While Michelin and Bridgestone tend to always battle it out globally for mining’s big 57 in and 63 in radial tyre contracts with the Tier 1 miners – Goodyear, headquartered in Akron, Ohio, has always been the third player in the premium market, often able to step in with sizeable radial allocations for mid-tier miners, contractors and smaller miners – as well as acting as an important strategic third player for the Tier 1 miners. Goodyear is also a popular supplier of underground tyres in various parts of the world.But this is set to change as the company has announced it intends to divest the business, along with its Chemicals business and its Dunlop brand.

The divestment is part of what it is calling the Goodyear Forward plan to “optimise its portfolio, deliver significant margin expansion and reduce leverage to drive sustainable and substantial shareholder value creation.” The plan “follows a comprehensive evaluation by the Strategic and Operational Review Committee of the Board of Directors to evaluate all strategic, operational and financial opportunities to maximise value.” Basically, Goodyear has decided to focus squarely on its leading retail tyre business, and in North America in particular.

In the webcast, CFO Christina Zamarro stated: “The third business is our off the road equipment tyre business, which provides specialised tyres for the mining and construction industries, and typically returns SOI margins in the mid teens. While the technology for this business is closer to our core tyre business, we lack the scale of our larger competitors, who are each four to five times larger in terms of revenue. The amount of capital it would take for us to achieve competitive scale is significant and unlikely to be achievable in the foreseeable future. As a result we have decided to look at opportunities to potentially monetise this business as well.”
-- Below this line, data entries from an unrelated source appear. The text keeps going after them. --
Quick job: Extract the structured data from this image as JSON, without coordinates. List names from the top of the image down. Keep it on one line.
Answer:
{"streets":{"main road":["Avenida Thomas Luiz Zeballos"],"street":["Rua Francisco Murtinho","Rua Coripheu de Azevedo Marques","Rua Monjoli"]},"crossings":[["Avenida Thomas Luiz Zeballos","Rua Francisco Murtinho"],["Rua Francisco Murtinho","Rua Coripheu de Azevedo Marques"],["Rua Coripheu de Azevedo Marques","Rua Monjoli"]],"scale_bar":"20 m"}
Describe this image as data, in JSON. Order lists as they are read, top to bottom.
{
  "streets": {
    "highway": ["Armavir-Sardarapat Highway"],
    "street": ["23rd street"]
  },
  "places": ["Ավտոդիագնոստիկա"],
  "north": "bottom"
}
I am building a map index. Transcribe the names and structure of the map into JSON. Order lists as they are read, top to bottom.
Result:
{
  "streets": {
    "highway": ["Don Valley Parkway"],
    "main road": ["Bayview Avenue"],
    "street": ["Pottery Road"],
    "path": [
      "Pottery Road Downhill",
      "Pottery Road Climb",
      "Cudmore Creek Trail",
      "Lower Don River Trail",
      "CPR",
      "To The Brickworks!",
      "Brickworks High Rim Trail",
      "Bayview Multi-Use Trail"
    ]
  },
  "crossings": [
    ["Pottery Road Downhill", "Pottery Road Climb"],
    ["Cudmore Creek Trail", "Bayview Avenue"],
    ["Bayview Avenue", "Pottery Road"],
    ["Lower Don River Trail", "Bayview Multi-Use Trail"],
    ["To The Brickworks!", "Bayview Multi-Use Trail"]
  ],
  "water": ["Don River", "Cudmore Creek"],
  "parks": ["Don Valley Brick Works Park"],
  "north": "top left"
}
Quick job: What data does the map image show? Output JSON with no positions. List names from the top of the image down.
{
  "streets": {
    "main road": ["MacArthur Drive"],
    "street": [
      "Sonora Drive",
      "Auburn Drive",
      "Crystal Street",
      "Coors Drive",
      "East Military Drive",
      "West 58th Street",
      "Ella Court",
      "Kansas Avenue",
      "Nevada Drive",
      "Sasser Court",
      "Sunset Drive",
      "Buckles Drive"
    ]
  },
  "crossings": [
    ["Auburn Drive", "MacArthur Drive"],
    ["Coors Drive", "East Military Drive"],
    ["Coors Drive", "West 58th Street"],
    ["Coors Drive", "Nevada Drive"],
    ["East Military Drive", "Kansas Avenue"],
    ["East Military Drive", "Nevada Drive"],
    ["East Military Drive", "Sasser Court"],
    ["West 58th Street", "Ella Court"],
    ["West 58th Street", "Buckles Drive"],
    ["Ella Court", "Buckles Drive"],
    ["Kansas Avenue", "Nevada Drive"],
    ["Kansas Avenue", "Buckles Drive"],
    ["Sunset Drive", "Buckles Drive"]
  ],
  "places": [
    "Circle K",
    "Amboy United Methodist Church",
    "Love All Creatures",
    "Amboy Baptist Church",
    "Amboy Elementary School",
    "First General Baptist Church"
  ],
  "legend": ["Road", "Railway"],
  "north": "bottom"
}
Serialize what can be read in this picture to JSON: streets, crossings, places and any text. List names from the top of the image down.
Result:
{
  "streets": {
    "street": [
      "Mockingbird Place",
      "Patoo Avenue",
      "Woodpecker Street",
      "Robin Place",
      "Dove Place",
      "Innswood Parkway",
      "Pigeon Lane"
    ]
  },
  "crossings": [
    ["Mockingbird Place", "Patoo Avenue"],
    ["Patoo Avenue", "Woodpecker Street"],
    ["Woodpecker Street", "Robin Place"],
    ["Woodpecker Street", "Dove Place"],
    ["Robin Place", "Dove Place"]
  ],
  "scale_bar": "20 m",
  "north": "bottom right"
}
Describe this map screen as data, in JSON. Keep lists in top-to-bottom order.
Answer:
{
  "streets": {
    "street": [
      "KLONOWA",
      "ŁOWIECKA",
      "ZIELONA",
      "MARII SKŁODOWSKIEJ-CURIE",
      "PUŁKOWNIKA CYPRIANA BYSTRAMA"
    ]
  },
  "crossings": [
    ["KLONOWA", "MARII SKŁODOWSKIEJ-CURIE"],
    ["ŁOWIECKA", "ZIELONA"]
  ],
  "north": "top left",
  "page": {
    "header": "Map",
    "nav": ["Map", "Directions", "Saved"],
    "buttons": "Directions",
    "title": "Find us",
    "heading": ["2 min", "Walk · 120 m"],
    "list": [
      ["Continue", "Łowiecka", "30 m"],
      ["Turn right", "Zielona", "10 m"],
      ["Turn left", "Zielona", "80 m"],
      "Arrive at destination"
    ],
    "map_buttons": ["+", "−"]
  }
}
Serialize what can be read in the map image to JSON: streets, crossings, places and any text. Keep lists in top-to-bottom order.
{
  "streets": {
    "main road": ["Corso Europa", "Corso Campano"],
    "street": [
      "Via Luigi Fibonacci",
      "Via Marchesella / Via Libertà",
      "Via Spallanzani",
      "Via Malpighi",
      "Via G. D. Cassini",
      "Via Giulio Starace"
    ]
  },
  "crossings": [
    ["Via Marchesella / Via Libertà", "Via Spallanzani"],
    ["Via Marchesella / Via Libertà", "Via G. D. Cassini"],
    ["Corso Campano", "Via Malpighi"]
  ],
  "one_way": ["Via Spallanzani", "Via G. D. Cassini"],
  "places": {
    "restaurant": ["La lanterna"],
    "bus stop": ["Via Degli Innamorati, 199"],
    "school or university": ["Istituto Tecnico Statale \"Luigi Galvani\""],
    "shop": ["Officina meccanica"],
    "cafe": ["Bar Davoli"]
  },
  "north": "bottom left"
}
With the sale of its Chemicals business, Dunlop brand and OTR business, Goodyear is looking at potential proceeds in excess of US$2 billion. The OTR business has annual revenues of about US$700 million and the presentation said the main SOI impact of this would be in Asia. The process to divest the three businesses is apparently well underway. Goodyear produces mining tyres not only at its main base in Akron, but also at a range of other global locations, which represent a possibility for acquisition along with the tyre designs and technology themselves. These locations are Colmar-Berg in Luxembourg; Nippon Giant Tire in Tatsuno, Japan; Topeka, Kansas; Americana, Brazil; Cali, Colombia; Bogor, Indonesia; Kuala Lumpur, Malaysia; and Karienga, South Africa. The complication is that most of these sites do not only produce OTR tyres but commercial tyres as well.

As Michelin and Bridgestone are already well established, potential suitors for these assets and the mining tyre IP are most likely to be already tyre majors but with limited market share to date in mining or in large radials – as it is a very hard market to compete in due to the investment and depth of technological capability needed. This could include companies like Yokohama or Continental or indeed Asian players like India’s BKT or one of the major Chinese players which include companies like Techking.